It’s days like today that remind me why I have to kill myself.

I’ve been awake for too long because I was too depressed to sleep last night. My mind would not shut up. I was up at five to skate, I am making no progress, I was so close to crying because I felt so bad. I can’t talk to people, how pathetic is that? I can’t even say hi to people, what the hell is wrong with me?

I’ve done no revision or coursework because I just can’t motivate myself. I spent half an hour staring at a wall in silence because I felt too depressed to do anything. I’ve spent the past few days trying not to start crying in front of someone. 

I want to switch my mind off. I wish I could block everything out and not have to think. I just want to kill myself and end all this, is that so bad?

For now I’ll just settle for cutting at 2 in the morning.

Sometimes I think there really is something wrong with me. When I hear people talk about their friends and their boyfriends/girlfriends I really think I’m fucked up. Is something wrong with me? I can’t make any kind of connection with anyone. Guys don’t notice me, I can’t make friends, I can’t talk to people I’ve known for years. There has to be something wrong. 

My mind goes completely blank in social situations. I don’t know what to say to people, I have nothing of interest to say. All I can think is ‘What is the point?’. Why talk to people? Nobody cares what you have to say.

I don’t know why I push people away. I just feel mentally dead. It’s like I’m not here, I’m just going through the motions. And that’s why killing myself wouldn’t be a bad thing, I’m not here, I haven’t been here for a long time. There isn’t anything left of me, just this ugly stupid thing. I’d just be killing my body, mentally I’m already dead.

I’ll hurt myself again today. I can’t get this to stop. And tomorrow I’ll get up and smile and do it all over again. I can pretend all I want that things will get better but they won’t, I can’t wait for the day this is all over because I honestly don’t know how much more of this I can take.
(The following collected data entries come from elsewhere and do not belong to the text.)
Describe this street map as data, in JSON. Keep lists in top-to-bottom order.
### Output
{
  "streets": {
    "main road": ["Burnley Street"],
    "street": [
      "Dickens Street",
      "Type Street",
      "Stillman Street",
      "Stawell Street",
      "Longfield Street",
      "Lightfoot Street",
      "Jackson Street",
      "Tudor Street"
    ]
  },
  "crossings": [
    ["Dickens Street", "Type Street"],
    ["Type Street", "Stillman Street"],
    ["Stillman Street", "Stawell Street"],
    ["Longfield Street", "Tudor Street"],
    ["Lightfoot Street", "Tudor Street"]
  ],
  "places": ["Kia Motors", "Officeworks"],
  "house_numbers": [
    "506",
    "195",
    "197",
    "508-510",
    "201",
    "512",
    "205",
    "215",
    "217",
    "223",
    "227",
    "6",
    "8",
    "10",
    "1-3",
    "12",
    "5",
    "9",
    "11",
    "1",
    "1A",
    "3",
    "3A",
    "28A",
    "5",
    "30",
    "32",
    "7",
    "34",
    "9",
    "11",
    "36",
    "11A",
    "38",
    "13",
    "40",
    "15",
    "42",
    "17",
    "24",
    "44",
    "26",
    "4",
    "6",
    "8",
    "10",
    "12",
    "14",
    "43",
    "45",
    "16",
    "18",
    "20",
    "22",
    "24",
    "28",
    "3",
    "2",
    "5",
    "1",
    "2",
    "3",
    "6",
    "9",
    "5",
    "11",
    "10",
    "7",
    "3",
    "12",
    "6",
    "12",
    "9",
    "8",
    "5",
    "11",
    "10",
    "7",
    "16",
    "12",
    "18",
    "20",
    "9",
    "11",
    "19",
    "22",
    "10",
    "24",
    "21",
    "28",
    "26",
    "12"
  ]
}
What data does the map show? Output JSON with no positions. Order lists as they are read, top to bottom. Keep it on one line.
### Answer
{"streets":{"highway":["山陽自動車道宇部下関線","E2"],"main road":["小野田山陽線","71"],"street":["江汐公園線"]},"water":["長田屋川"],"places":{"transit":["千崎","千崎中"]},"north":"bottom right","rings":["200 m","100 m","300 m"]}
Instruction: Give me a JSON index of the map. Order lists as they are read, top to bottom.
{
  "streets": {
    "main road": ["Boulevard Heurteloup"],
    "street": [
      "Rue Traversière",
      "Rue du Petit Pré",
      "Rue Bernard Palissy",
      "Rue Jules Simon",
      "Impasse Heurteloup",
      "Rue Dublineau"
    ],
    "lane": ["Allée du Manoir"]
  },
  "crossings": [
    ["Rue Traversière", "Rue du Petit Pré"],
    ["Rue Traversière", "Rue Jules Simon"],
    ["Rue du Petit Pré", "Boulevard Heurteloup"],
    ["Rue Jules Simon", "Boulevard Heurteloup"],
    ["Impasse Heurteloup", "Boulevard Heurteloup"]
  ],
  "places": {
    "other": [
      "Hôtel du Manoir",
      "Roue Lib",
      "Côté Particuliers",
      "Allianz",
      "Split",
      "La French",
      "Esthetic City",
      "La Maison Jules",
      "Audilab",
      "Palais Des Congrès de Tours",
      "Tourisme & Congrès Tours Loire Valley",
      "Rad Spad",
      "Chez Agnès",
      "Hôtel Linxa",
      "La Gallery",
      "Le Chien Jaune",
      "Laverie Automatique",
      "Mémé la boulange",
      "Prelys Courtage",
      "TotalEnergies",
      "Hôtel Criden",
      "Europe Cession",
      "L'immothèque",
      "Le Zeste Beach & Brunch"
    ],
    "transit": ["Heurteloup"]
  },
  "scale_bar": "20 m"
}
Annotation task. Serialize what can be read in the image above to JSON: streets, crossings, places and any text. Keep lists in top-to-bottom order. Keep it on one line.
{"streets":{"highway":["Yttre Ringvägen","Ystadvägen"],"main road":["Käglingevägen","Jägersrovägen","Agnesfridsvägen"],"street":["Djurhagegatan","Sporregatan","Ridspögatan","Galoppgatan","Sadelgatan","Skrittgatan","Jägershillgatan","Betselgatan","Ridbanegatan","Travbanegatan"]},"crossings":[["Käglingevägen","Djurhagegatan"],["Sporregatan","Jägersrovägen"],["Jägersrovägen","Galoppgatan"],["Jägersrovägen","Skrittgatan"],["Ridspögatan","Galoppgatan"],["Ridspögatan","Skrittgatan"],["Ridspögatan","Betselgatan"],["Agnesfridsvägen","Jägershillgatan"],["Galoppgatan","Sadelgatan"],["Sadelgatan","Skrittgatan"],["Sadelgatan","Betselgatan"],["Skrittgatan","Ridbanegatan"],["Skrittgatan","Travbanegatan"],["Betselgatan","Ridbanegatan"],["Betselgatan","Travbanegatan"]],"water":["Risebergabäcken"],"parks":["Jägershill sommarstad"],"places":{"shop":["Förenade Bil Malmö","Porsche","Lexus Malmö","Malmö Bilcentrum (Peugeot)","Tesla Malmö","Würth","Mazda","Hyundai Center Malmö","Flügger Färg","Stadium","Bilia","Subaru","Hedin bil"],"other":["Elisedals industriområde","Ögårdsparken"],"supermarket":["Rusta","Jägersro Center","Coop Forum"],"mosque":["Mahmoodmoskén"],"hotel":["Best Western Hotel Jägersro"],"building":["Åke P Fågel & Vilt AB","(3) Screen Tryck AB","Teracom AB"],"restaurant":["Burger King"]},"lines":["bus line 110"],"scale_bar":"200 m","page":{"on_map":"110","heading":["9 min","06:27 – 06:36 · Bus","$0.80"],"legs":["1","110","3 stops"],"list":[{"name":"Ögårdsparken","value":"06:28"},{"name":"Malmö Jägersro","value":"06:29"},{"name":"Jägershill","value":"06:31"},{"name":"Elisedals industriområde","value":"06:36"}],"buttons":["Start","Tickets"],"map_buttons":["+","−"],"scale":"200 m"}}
I hate this. I hate how nothing helps. I hate being so alone. I hate how all this is going to end. I am so sorry.

This is not a world I want to be apart of. This is not a world I want to live in. I don’t belong here. 

I can’t do this anymore, I’m so tired of it all. It’s hard to think about living to the date I’ve set, it feels too long a wait and I know everything is just going to get worse until then. It’s going to be a struggle not  to just end it earlier. To think about actually living and not going through with it hurts me. I don’t want to carry on with all this. This is not the life I want. This world is horrible.  

I’m tired of feeling like this. I’m tired of being completely alone. I’m tired of having nobody to talk to. But it’s not like I could even if I had anyone, I’ve built up so many walls I don’t think I could ever let anyone in, I don’t know how to let people in, I don’t know how to talk to people.

Why should I bother? I’m useless, hopeless and nothing. I just want this to be over.

I never realize just how bad I feel until I’m sobbing in the shower, Pathetic. Selfish. Weak.

I felt a little better today. Not really depressed, just not really feeling anything, but  better. Even when I’m okay, in the rare moments that I think things will work out, I know that it’s not enough to change anything and I’ll still kill myself.

I feel so disconnected. It’s like I’m not here. I sit in school like I’m invisible, I can;t talk to people and if I do It’s like I’m barely there.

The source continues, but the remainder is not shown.